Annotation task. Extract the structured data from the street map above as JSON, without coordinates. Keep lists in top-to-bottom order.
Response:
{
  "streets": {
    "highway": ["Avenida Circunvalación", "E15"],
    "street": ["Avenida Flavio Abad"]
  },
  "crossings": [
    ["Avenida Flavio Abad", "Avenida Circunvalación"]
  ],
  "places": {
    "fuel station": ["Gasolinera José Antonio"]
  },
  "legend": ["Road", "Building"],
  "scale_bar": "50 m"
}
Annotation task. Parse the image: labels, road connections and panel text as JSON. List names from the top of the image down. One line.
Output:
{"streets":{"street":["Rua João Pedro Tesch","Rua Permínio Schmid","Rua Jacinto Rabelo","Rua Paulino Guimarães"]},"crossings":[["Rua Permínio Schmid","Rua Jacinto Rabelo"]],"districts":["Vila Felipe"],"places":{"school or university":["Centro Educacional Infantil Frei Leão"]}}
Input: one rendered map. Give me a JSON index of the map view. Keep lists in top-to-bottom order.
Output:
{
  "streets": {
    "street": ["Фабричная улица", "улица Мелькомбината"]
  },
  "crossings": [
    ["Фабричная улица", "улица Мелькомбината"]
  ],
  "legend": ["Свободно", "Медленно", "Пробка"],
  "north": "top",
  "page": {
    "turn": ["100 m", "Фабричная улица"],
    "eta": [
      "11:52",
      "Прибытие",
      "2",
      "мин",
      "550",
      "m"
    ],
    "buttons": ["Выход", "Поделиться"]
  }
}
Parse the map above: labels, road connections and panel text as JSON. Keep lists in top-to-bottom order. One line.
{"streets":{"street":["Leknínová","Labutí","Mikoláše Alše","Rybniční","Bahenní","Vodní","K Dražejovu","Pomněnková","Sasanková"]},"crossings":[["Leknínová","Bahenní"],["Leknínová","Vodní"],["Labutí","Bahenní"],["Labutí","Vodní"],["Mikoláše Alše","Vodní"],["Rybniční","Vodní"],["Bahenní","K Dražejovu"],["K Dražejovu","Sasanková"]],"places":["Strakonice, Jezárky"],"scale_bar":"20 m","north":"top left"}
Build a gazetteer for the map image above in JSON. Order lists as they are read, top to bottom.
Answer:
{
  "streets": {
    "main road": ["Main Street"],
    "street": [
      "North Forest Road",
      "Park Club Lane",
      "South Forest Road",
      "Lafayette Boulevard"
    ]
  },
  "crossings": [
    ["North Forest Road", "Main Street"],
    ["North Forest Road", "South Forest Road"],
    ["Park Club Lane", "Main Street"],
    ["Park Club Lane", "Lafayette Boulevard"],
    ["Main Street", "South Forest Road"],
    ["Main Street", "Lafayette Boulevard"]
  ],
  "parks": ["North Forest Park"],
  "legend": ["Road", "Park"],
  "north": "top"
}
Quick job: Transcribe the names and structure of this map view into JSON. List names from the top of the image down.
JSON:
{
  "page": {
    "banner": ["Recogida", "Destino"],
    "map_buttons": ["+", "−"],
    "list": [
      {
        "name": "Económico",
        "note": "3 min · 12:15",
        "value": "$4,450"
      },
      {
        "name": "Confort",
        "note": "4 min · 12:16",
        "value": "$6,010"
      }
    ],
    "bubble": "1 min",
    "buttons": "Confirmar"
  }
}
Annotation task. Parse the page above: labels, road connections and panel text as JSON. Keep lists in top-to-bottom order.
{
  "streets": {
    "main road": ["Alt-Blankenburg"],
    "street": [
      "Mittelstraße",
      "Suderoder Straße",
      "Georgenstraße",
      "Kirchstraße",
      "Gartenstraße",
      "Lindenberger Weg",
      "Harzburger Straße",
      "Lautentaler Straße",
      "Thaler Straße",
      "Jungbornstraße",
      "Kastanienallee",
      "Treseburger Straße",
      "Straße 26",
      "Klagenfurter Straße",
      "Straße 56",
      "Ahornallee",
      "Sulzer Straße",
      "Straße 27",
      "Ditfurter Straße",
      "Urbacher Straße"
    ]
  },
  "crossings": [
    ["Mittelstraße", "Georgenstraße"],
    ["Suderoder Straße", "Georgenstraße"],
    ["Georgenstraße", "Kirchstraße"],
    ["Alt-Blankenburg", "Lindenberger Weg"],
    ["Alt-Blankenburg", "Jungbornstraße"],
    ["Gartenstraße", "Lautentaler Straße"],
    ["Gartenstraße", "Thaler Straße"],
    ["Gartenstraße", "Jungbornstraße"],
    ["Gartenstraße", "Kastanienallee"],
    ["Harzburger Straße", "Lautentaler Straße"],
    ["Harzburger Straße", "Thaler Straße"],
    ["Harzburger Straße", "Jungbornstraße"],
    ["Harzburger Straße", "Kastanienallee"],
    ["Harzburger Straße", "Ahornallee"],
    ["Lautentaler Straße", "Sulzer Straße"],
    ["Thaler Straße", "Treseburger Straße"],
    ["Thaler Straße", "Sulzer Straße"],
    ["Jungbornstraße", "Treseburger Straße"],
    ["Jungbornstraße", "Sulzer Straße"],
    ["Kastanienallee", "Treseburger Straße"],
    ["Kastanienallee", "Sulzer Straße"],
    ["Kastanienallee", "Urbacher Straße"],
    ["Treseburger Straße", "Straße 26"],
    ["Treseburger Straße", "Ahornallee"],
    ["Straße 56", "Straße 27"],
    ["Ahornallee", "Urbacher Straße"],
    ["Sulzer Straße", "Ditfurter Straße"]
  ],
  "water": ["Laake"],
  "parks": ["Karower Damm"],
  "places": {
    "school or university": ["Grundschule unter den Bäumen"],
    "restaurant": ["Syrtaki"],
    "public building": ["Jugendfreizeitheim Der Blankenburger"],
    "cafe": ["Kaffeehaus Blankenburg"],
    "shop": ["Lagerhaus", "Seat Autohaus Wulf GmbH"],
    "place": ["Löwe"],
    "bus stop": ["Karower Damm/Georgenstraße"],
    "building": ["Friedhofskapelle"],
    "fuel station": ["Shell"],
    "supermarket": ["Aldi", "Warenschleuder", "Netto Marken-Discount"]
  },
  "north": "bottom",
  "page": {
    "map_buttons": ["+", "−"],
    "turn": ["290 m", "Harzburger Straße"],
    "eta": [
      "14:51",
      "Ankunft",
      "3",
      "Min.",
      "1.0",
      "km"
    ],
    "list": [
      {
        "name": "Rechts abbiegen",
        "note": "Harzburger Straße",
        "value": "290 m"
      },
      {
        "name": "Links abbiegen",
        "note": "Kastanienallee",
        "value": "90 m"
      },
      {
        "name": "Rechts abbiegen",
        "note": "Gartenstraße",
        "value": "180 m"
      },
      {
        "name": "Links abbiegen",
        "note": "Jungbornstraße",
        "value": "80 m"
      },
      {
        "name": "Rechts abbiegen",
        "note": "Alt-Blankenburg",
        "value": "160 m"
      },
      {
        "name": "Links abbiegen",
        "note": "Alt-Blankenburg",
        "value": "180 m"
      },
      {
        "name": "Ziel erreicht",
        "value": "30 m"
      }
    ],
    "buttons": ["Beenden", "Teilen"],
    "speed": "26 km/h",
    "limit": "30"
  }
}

++++

Assignment ▸ Lines containing the word "Circunvalación": copy each of them from the material.

Solution ▸
    "highway": ["Avenida Circunvalación", "E15"],
    ["Avenida Flavio Abad", "Avenida Circunvalación"]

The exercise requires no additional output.